The program concluded earlier this month in Washington D.C. at the Friedrich Ebert Foundation. Christian Bommarius directing editor of the Berliner Zeitung, author of the book The Basic Law: A Biography, and formerly the German Press Agency's reporter at the Federal Constitutional Court, delivered the keynote, followed by presentations from students and professors on their research findings.
As the economic downturn has pressured developed nations around the world to reign in government spending, W&L students and professors undertook this timely historical assessment of Germany's constitutional commitment to a "social welfare state." In a recent decision the German Constitutional Court reaffirmed its longstanding view that the social facet of the German polity consists of a "fundamental right to the guarantee of a subsistence minimum … ensur[ing] to each person in need of assistance the material prerequisites that are indispensable for his or her physical existence and for a minimum of participation in social, cultural and political life."
As a part of the program, students and professors conducted independent research, enhanced by a series of interdisciplinary lectures and a film series, to explore whether Germany's commitment to the "social welfare state" is merely an aspiration or truly a reality. Students presented their findings at the D.C. roundtable, and the best papers will be published in a special issue of the German Law Journal.

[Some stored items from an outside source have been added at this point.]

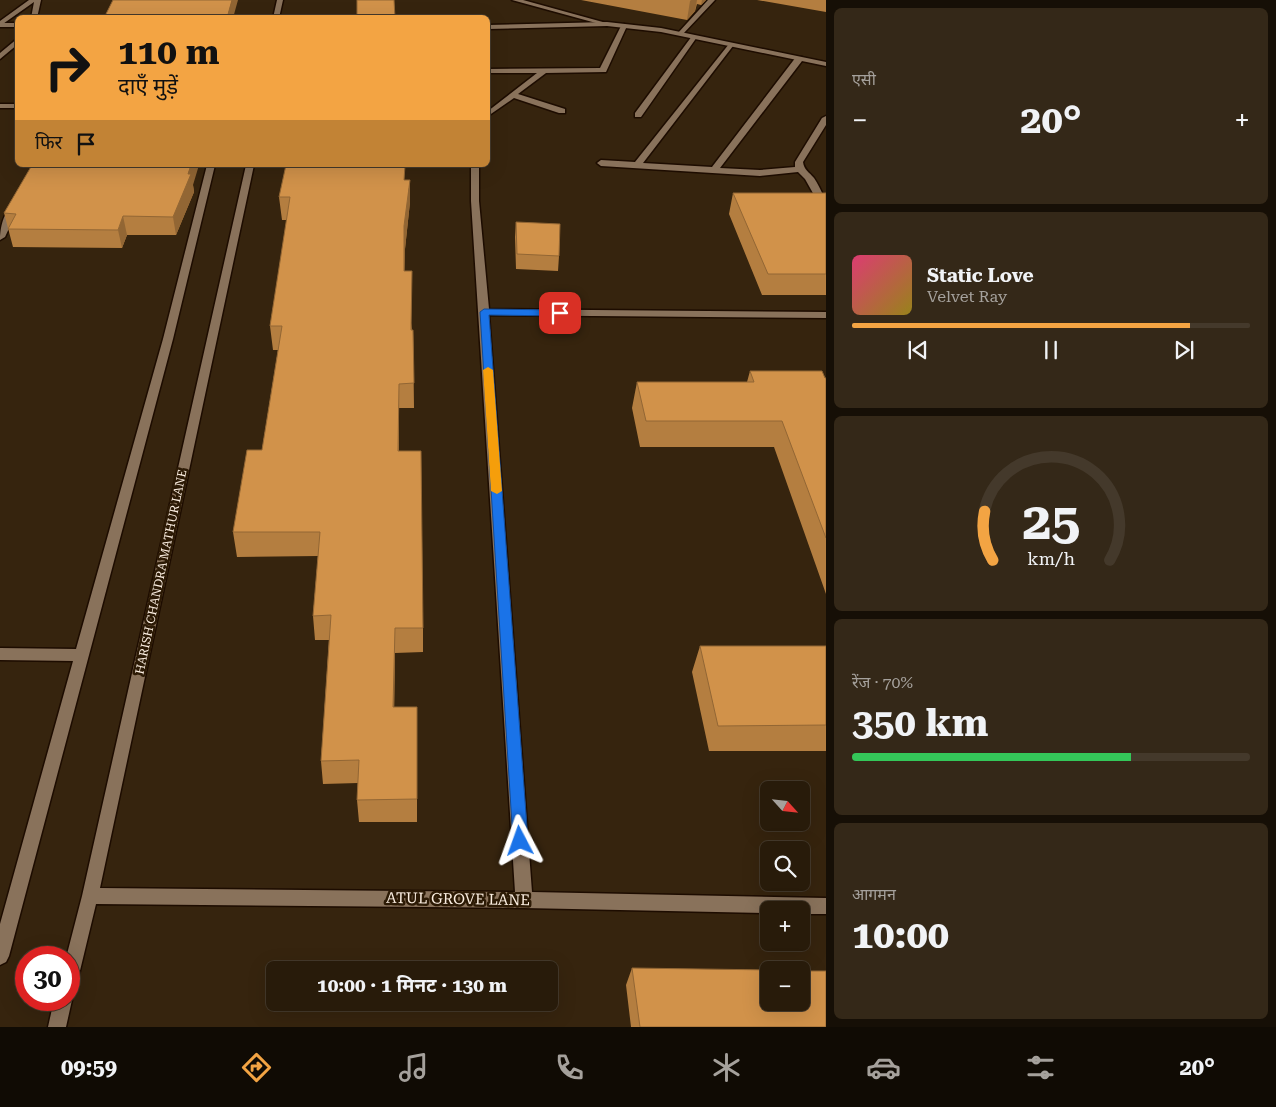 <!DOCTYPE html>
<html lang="hi">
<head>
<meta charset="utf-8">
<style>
	:root { --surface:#281b0a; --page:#342818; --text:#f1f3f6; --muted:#a5a19c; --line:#44392b; --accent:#f3a443 }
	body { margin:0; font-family:"Roboto Serif","Noto Sans Devanagari",serif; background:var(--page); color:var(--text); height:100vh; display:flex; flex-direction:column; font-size:19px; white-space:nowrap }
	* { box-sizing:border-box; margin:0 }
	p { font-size:16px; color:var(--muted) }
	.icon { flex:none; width:28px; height:28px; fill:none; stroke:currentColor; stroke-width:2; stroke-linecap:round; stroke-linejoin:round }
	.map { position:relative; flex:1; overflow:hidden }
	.side { display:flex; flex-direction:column; gap:8px; padding:8px; background:#160f06; width:450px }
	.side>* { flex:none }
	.guide { position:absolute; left:15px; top:15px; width:475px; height:152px; border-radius:8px; box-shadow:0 5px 20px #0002,0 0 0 1px var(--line); background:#f3a443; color:#111; overflow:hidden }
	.needle { width:32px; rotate:117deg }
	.fabs { position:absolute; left:760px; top:781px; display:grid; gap:10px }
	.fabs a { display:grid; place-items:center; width:50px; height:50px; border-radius:8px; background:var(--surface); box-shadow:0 5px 20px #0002,0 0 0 1px var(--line); font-size:25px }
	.speed { position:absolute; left:15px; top:946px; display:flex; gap:10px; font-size:25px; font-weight:700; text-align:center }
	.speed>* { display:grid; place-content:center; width:65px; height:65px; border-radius:50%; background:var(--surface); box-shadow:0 5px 20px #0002,0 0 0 1px var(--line); line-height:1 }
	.speed .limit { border:8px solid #d22; background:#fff; color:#111 }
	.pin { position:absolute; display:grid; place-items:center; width:42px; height:42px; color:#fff; margin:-21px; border-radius:10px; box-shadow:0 2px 8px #0006 }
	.me { position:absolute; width:55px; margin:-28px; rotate:356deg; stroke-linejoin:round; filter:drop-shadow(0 0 4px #0008) }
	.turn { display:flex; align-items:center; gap:18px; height:105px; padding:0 20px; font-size:22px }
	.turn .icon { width:65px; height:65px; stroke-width:2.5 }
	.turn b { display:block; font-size:35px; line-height:42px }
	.then { display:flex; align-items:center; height:48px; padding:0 20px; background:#0003; gap:10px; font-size:19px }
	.big { font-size:38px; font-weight:700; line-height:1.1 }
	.side .tile { flex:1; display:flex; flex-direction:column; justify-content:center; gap:8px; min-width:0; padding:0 18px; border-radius:8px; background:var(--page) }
	.side .dial { align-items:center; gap:0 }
	.dial svg { height:130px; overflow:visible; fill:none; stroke:var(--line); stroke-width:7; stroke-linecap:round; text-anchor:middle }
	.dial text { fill:var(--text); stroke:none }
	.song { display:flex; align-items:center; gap:15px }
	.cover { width:60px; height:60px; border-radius:8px; background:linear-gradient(135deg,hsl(340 70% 55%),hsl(50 70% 35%)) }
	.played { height:5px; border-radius:2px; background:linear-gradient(90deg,var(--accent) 85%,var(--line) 85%) }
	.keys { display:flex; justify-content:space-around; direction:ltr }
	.heat { display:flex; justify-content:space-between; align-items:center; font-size:28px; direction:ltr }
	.charge { height:8px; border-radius:4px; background:linear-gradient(90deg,#34c759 70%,var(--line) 0) }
	.trip { position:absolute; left:266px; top:961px; width:292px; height:50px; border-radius:8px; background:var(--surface); box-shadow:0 5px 20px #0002,0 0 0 1px var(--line); font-weight:700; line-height:50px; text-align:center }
	.tab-bar { display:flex; height:80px; justify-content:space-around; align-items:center; background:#100b04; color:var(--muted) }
	.tab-bar .icon { width:35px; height:35px }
	.tab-bar .selected { color:var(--accent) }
	.tab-bar b { font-size:22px; color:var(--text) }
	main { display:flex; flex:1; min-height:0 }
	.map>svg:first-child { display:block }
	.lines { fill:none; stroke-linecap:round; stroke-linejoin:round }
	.lane-casing { stroke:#1d0c00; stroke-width:3 }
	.street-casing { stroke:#1d0c00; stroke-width:3 }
	.secondary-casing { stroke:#1d0c00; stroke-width:3 }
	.lane { fill:#89725b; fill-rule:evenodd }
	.street { fill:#89725b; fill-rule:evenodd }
	.secondary { fill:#89725b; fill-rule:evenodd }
	.wall { fill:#b47e40 }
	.shaded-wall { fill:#926634 }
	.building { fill:#d1924a; stroke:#926634 }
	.route { fill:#1a73e8; stroke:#114b97 }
	.slow { fill:#f59e0b }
	.labels { text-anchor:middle; stroke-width:5; stroke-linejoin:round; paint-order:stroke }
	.street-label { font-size:12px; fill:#fcefe2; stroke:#2c1a05 }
	.near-street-label { font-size:15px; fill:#fcefe2; stroke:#2c1a05 }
</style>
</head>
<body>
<main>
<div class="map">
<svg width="826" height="1027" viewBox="0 0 826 1027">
	<rect width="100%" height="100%" fill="#36240e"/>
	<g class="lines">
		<g class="lane-casing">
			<path id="lane" d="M512,0H523L610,24L607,26Z
				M708,0H715L682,35H678V33Z
				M624,24L627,26L606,72L546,73L518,94L565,109V113H559L514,98L488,116V111L537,73H488V69L600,68L621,26Z
				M692,36L697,37L641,117H635V113Z
				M731,43L735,45L733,46L643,163L712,167L796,57H802V61L720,168L760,170L795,167V162L822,118L826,116V125L803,162C804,170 809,172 814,178C821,189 826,199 826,212L823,211L805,179L798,172L760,176L601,166L597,163L601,160L635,162L729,44Z
				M0,104H18V108H0Z
				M207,165H215L173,339L9,956L6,962L0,965V924L73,661L0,660V648L76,649L163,339Z
				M14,206L18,209L5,237L0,240C0,229 3,211 14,206Z"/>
		</g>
		<g class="street-casing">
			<path id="street" d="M277,0H283L279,18H273Z
				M607,22L661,28L826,62V66L661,32L607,26L488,29V25Z
				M0,23H18V27H0Z
				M246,165H254L100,888L515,892L471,201V165H479V201L489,309L826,312V318L489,315L532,892L826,898V914H801V910H769V913L524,908L96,904L78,979L75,985L69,988V958H66L82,896Z
				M69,993L72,1000L66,1027H48L54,1000H69Z"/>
		</g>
		<g class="secondary-casing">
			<path id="secondary" d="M29,0H41L37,18H31L34,2L0,26V21Z
				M18,38V44L0,59V53Z"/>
		</g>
		<use href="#lane" class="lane"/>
		<use href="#street" class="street"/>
		<use href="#secondary" class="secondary"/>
	</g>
	<path class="wall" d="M581,0H706L701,5L697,4L695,11L687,20Z
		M757,0H826V12Z
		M405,180L410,202L405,249L404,271L412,330H413L414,408H399V451L423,628V652L395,653L394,707H417V822H359L357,800L358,783L323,784L321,761L329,640H315L313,616L318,556L237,557L233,532L262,450L278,350H273L270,326L287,220H282L279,197Z
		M193,185L194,192L176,235H127L122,248L13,247L4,213Z
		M733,193H826V295H762L729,214Z
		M516,222L559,256L558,271L516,269L515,237Z
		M750,371L826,378V594L774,447H640L632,408L637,382H747Z
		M700,646H826V751H709L692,672Z
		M632,968L826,1027H631L626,985Z"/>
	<path class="shaded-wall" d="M232,0H238L233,18H227Z
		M691,0H697L695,11L687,20L690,1Z
		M702,0H706L701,5Z
		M191,165H199L193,185L194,192L176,235L173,217Z
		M410,180V202L405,249L404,294V226Z
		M123,216L127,235L122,248L118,230Z
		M399,384V408L398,476V451Z
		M395,628V653L394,731L393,707Z"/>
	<path class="building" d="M113,0H232L227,18H104Z
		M357,0H394L395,18H357Z
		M32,165H191L188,174H191L173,217L123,216L118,230L8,229L16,214L4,213Z
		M286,165H405L404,180H410L404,226V271H412L411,330H413L414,383L399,384L398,451H421L423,628H395L393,707H417V799L357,800L359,760L321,761L331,615L313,616L320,532H233L247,450H262L282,326H270L290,197H279Z
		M733,193H826V274H768Z
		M516,222L560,224L559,256L517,254Z
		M750,371H822L825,378H826V538L782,421H646L637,382H754Z
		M700,646H826V725L718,726Z
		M632,968L771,970H769V1002H801V971H826V1027H640Z"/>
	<path class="route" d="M484,309L560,310L565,313L560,316L489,315L528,841L525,846L520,848L515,846L513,841L480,312Z"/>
	<path class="slow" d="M488,367L493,370L502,491L497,494L491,491L483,370Z"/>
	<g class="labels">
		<g class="street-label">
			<text transform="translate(161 572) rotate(-78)" y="4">HARISH CHANDRA MATHUR LANE</text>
		</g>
		<g class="near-street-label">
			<text transform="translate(458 899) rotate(1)" y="5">ATUL GROVE LANE</text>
		</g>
	</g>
</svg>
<div class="fabs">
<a><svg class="needle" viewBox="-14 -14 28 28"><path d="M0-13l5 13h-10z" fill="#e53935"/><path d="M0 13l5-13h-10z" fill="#a5a19c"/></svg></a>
<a><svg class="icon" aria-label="search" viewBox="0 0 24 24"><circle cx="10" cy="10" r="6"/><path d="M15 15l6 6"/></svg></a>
<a>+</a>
<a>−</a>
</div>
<div class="speed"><div class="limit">30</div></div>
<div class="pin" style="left:560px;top:313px;background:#d93025"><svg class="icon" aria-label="arrive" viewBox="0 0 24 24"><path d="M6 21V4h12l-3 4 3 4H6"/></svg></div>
<svg class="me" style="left:520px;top:841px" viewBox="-20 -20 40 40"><path d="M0-17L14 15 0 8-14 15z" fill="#1a73e8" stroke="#fff" stroke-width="4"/></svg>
<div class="trip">10:00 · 1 मिनट · 130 m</div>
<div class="guide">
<div class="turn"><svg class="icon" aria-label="right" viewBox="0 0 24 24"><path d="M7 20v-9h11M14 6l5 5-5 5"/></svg><div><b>110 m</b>दाएँ मुड़ें</div></div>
<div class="then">फिर<svg class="icon" aria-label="arrive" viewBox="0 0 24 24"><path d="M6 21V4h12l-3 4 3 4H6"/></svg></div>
</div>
</div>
<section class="side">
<div class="tile"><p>एसी</p>
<div class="heat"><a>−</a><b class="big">20°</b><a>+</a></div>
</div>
<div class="tile">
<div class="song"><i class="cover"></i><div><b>Static Love</b><p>Velvet Ray</p></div></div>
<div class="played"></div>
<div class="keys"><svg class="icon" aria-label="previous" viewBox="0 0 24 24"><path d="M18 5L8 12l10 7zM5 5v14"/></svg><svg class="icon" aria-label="pause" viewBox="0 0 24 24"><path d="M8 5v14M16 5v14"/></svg><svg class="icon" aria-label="next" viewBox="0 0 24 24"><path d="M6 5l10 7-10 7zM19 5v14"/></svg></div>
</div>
<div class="tile dial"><svg viewBox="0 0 100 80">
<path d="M14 69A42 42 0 1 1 86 69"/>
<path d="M14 69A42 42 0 0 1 9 39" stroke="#f3a443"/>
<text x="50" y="56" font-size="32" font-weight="700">25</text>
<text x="50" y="72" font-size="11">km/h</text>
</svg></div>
<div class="tile"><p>रेंज · 70%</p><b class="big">350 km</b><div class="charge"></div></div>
<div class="tile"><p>आगमन</p><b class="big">10:00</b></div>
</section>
</main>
<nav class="tab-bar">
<b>09:59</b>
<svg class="icon selected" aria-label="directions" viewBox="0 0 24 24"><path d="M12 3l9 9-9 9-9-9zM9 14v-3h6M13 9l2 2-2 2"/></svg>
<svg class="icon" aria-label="music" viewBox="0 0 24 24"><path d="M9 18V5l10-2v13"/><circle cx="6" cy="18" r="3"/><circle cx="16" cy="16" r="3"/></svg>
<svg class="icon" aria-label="phone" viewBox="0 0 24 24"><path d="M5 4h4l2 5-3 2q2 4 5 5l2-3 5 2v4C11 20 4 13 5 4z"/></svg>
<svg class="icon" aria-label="climate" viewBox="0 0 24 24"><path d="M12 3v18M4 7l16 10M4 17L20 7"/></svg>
<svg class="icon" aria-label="car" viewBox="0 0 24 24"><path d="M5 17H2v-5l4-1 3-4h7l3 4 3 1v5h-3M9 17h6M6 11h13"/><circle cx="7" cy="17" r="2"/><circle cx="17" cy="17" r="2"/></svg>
<svg class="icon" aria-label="filters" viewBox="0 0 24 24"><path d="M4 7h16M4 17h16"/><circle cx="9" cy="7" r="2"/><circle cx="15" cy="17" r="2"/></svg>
<b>20°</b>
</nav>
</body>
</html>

Students involved in the program say they found this interdisciplinary immersion into law and history challenging, but gratifying.
"These presentations and lectures were quite effective in illustrating the various social, political, and economic problems that the Germans faced during the period," said Peter Choi '12L. "Over the course of twelve short weeks, we had all become mini-experts in the field."
"This interdisciplinary discourse about German culture and history has challenged students to consider the contextual foundation upon which law develops," added Katie Abplanalp '11L. "Although the program focused specifically on Germany, the process is one that will motivate students to similarly evaluate the context of laws wherever they choose to practice."
Law Students also gave credit to W&L law professor Russell Miller, co-editor of the German Law Journal, for helping bring together scholars from all backgrounds, including W&L undergraduate professors and students, and German journalists, authors, professors, and students, many of whom participated from abroad.
The German Law Journal is the leading English-language legal periodical to comment on developments in German, European and international jurisprudence. The Journal is the most widely cited peer-reviewed, online law review in the world. The Journal's treatment of comparative and international law attracts more than two million site visits from more than 50 countries each year.